:: Problem details ::
Retrieve every line from the records in which the word "direction" occurs.

:: Given information ::
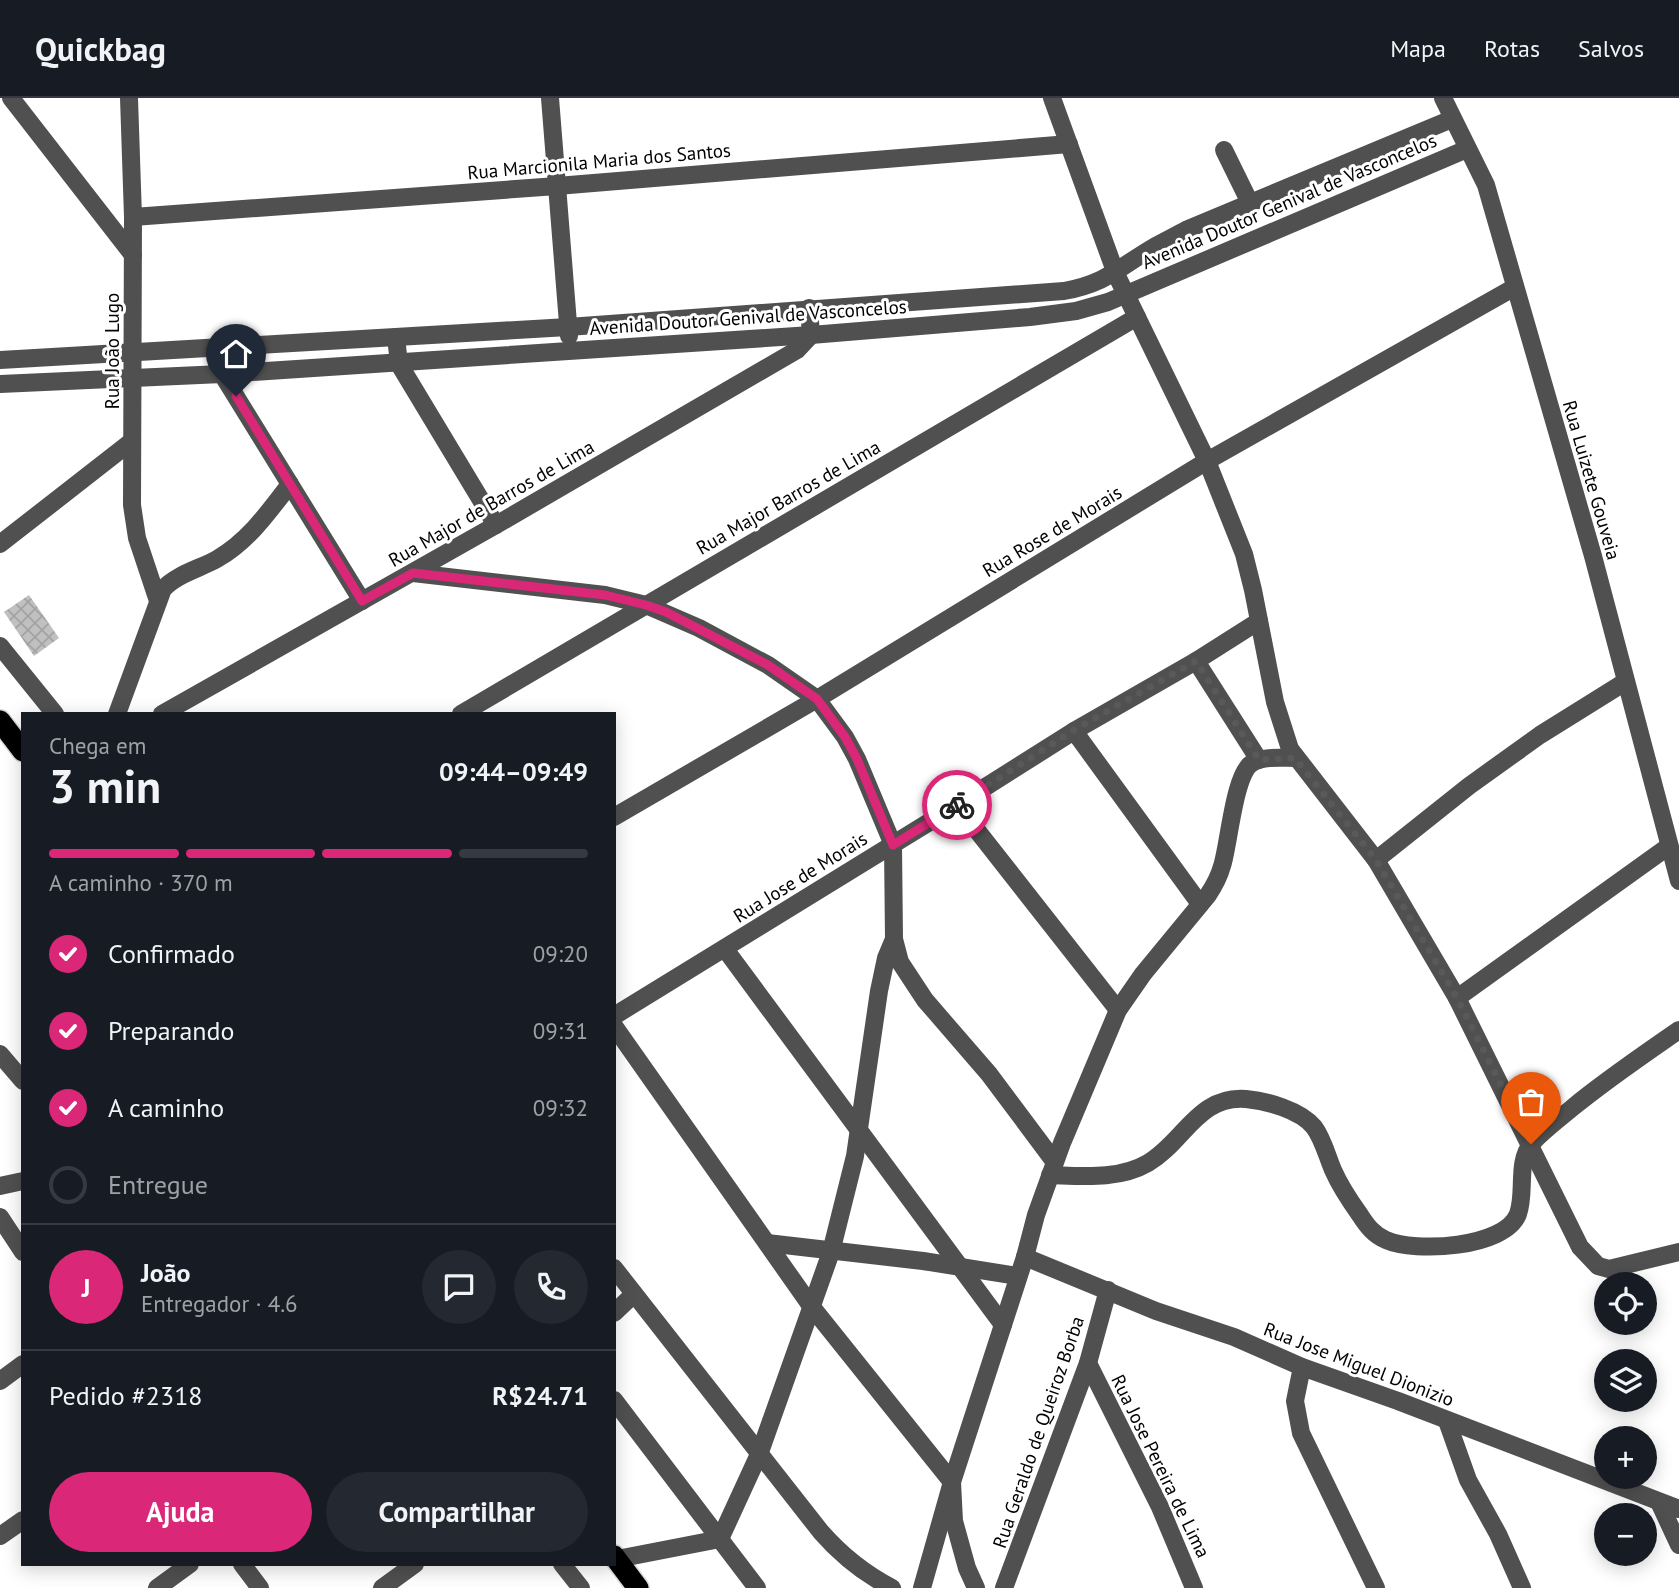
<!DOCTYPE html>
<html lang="pt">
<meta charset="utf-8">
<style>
:root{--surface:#171b24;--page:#242831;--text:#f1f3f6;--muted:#9ea1a6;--line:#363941;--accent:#db2777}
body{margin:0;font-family:"PT Sans",sans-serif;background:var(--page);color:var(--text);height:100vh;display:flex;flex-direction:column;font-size:26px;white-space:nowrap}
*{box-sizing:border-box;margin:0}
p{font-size:23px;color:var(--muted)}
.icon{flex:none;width:38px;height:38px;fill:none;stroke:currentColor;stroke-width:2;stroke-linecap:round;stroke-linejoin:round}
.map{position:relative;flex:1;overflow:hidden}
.drawer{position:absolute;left:21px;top:614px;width:595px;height:854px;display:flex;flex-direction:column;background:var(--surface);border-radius:0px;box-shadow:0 4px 18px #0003}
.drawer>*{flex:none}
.buttons{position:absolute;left:1594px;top:1174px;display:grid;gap:14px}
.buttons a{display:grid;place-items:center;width:63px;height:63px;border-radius:50%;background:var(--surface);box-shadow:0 4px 18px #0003;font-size:35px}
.pin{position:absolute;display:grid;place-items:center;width:60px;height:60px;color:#fff;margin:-72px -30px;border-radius:50% 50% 50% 0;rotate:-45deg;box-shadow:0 0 7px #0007}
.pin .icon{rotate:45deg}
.courier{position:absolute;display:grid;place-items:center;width:70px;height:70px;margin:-35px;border:5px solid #db2777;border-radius:50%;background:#fff;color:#222;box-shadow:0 2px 9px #0007}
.head em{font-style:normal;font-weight:600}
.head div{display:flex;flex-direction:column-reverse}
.head{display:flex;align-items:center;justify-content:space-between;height:119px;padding:0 28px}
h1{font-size:46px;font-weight:600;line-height:52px}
.bar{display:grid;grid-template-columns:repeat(4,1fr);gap:10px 7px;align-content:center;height:84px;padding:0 28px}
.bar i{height:9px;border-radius:5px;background:var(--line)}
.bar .selected{background:var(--accent)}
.bar p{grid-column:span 4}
.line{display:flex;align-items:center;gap:18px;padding:0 28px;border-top:2px solid var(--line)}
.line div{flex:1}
.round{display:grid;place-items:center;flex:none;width:74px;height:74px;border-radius:37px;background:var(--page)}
ol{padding:0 28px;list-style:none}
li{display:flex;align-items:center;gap:21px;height:77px}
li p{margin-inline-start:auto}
li .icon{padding:7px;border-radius:50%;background:var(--accent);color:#fff;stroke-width:4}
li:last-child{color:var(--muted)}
li i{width:38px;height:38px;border:4px solid var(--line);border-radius:50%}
.button{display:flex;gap:14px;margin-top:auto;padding:14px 28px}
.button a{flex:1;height:80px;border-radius:42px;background:var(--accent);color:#fff;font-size:28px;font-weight:600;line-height:80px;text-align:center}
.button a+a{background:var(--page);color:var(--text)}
header{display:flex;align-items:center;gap:42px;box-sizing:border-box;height:98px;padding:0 35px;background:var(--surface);border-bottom:2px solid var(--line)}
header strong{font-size:33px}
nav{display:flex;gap:38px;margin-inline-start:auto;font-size:24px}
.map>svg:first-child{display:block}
.building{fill:url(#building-cross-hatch)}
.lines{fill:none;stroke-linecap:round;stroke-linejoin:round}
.highway-casing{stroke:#dbdbdb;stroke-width:24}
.minor{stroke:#505050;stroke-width:18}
.highway{stroke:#000;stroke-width:21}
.done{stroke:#595959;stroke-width:7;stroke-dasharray:0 12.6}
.route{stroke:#db2777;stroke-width:9}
.labels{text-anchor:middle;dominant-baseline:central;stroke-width:6;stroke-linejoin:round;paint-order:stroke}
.street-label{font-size:19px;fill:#000;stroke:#fff}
</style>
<header>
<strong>Quickbag</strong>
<nav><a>Mapa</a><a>Rotas</a><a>Salvos</a></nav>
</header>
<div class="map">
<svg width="1679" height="1490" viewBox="0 0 1679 1490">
<defs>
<pattern id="building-cross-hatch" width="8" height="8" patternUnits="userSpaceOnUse" patternTransform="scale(1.75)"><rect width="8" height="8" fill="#c0c0c0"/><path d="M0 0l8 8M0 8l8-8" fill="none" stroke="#a3a3a3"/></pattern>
</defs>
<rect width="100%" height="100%" fill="#fff"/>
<!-- building -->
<polygon class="building" points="29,497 59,540 34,558 4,514"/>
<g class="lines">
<defs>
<g id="highway">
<polyline points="0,623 23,653"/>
<polyline points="614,1458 638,1490"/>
</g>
</defs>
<!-- highway casing -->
<use href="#highway" class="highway-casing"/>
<!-- minor -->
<g class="minor">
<polyline points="11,0 133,157"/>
<polyline points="129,0 133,119 132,407 137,440 158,503"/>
<polyline points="550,0 569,238"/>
<polyline points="1052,0 1116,176 1207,363 1244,456 1253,492 1275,604 1290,651 1376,762 1457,900 1580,1149 1598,1168 1609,1171 1679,1154"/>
<polyline points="1443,0 1486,87 1593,458 1679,783"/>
<polyline points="1224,52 1250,105"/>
<polyline points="133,119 557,88 1069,46"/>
<polyline points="396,239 399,266 496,427"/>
<path d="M0,262l568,-33 496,-36c43,-8 54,-23 90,-44 11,-6 23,-12 34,-18l264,-110"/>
<polyline points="222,276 362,503"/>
<polyline points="0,286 222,276 811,237 1030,219 1076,213 1108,204 1467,51"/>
<polyline points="0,446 132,343"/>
<polyline points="413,475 605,497 646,507 699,530 768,567 817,601 845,639 857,661 893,747 894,841 900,864 925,902 989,976 1054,1063"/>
<polyline points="0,548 55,616"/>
<polyline points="1196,563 1259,662"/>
<path d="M117,616l46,-125c14,-15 36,-20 54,-30 31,-18 51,-46 73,-75"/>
<polyline points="162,616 496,427 797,252 811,237 809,210"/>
<polyline points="461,616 1137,219"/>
<polyline points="1074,633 1200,806"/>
<polyline points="957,707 1118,912"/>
<polyline points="614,719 817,601 1207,363 1515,189"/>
<polyline points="1376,762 1469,688 1540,637 1625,584"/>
<polyline points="725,851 1003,1227"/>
<polyline points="1457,900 1669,748"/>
<polyline points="614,918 957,707 1074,633 1196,563 1259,523"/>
<polyline points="614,928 811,1208 952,1384 954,1423 967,1470 976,1490"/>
<polyline points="0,956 23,983"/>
<path d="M1050,1077c32,1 69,5 98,-12 36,-21 50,-68 98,-64 21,2 54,11 68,28 9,12 13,29 19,43 7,16 17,31 27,45 7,11 14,20 26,25 29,13 119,8 132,-26 8,-22 -2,-52 14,-71 12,-13 27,-24 40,-35 34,-28 71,-53 107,-78"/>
<polyline points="0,1088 23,1083"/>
<polyline points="0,1119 23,1154"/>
<polyline points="767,1145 923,1163 1018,1178"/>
<polyline points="1025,1159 1156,1213 1234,1239 1302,1269 1398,1303 1679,1411"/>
<path d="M614,1170l207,264c21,24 42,41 71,56"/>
<polyline points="614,1215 634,1196"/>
<polyline points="1088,1265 1160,1409 1194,1490"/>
<polyline points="1302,1269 1295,1303 1301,1335 1376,1490"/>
<polyline points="0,1283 23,1266"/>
<polyline points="614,1302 757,1490"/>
<polyline points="1447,1323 1468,1382 1498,1436 1522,1490"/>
<polyline points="1659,1404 1679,1447"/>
<polyline points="0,1438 23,1422"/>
<polyline points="617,1461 720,1441 760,1354 831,1154 855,1058 879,893 886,860 894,841"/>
<polyline points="242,1466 260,1490"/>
<polyline points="562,1466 581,1490"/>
<polyline points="157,1490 190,1466"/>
<polyline points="382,1490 415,1466"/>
<path d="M922,1490l30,-106 73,-225 11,-42 26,-72 56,-133 25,-36 65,-79c6,-9 11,-18 14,-29 7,-21 12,-92 30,-103 12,-7 30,-5 43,-5"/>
<polyline points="1004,1490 1088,1265 1108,1192"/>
</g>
<!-- highway -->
<use href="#highway" class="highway"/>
</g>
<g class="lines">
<!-- done -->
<polyline class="done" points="957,707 1074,632 1196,563 1259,662 1295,660 1376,762 1457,900 1531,1046"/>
<!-- route -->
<polyline class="route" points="236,298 362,503 413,475 605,497 646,507 666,514 768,567 817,601 845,639 857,661 893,747 957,707"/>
</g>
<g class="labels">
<!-- street labels -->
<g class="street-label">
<text transform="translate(599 63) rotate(-5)">Rua Marcionila Maria dos Santos</text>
<text transform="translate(1289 103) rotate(-23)">Avenida Doutor Genival de Vasconcelos</text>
<text transform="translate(748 219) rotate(-4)">Avenida Doutor Genival de Vasconcelos</text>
<text transform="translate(112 253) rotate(-90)">Rua João Lugo</text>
<text transform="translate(1592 382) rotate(74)">Rua Luizete Gouveia</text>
<text transform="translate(788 399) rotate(-30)">Rua Major Barros de Lima</text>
<text transform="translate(491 405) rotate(-30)">Rua Major de Barros de Lima</text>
<text transform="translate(1052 433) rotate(-31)">Rua Rose de Morais</text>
<text transform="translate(800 779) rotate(-32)">Rua Jose de Morais</text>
<text transform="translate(1359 1266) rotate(21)">Rua Jose Miguel Dionizio</text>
<text transform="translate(1038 1334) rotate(-71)">Rua Geraldo de Queiroz Borba</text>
<text transform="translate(1161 1368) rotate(64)">Rua Jose Pereira de Lima</text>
</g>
</g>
</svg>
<div class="buttons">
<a><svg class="icon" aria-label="locate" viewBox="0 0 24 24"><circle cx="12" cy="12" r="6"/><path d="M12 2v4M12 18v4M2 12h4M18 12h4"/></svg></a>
<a><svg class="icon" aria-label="layers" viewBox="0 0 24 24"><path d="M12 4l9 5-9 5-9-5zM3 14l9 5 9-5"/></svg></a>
<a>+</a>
<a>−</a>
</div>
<div class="pin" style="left:1531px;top:1046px;background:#ea580c"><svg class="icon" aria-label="bag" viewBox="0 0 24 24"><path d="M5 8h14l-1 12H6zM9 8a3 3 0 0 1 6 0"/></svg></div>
<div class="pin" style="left:236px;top:298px;background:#1f2937"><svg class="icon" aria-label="home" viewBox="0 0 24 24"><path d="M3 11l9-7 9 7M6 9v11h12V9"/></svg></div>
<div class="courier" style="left:957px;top:707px"><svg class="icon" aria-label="bike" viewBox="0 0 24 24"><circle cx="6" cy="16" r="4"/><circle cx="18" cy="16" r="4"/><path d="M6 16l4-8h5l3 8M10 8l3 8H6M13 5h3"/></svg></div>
<section class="drawer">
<div class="head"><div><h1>3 min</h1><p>Chega em</p></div><em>09:44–09:49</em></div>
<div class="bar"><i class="selected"></i><i class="selected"></i><i class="selected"></i><i></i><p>A caminho · 370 m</p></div>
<ol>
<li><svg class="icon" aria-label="check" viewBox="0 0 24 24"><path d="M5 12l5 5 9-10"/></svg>Confirmado<p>09:20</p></li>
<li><svg class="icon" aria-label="check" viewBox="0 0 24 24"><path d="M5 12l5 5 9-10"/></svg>Preparando<p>09:31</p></li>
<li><svg class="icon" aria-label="check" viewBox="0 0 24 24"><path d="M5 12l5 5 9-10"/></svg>A caminho<p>09:32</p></li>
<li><i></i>Entregue</li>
</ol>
<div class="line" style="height:126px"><b class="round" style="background:var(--accent);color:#fff">J</b><div><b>João</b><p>Entregador · 4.6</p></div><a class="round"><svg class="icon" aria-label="chat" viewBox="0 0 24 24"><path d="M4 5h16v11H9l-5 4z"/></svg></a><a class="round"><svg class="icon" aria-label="phone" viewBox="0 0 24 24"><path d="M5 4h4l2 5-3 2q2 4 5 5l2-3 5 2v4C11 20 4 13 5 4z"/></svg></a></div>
<div class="line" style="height:91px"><div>Pedido #2318</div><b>R$24.71</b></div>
<div class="button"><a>Ajuda</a><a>Compartilhar</a></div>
</section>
</div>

:: Output of the exercise ::
body{margin:0;font-family:"PT Sans",sans-serif;background:var(--page);color:var(--text);height:100vh;display:flex;flex-direction:column;font-size:26px;white-space:nowrap}
.drawer{position:absolute;left:21px;top:614px;width:595px;height:854px;display:flex;flex-direction:column;background:var(--surface);border-radius:0px;box-shadow:0 4px 18px #0003}
.head div{display:flex;flex-direction:column-reverse}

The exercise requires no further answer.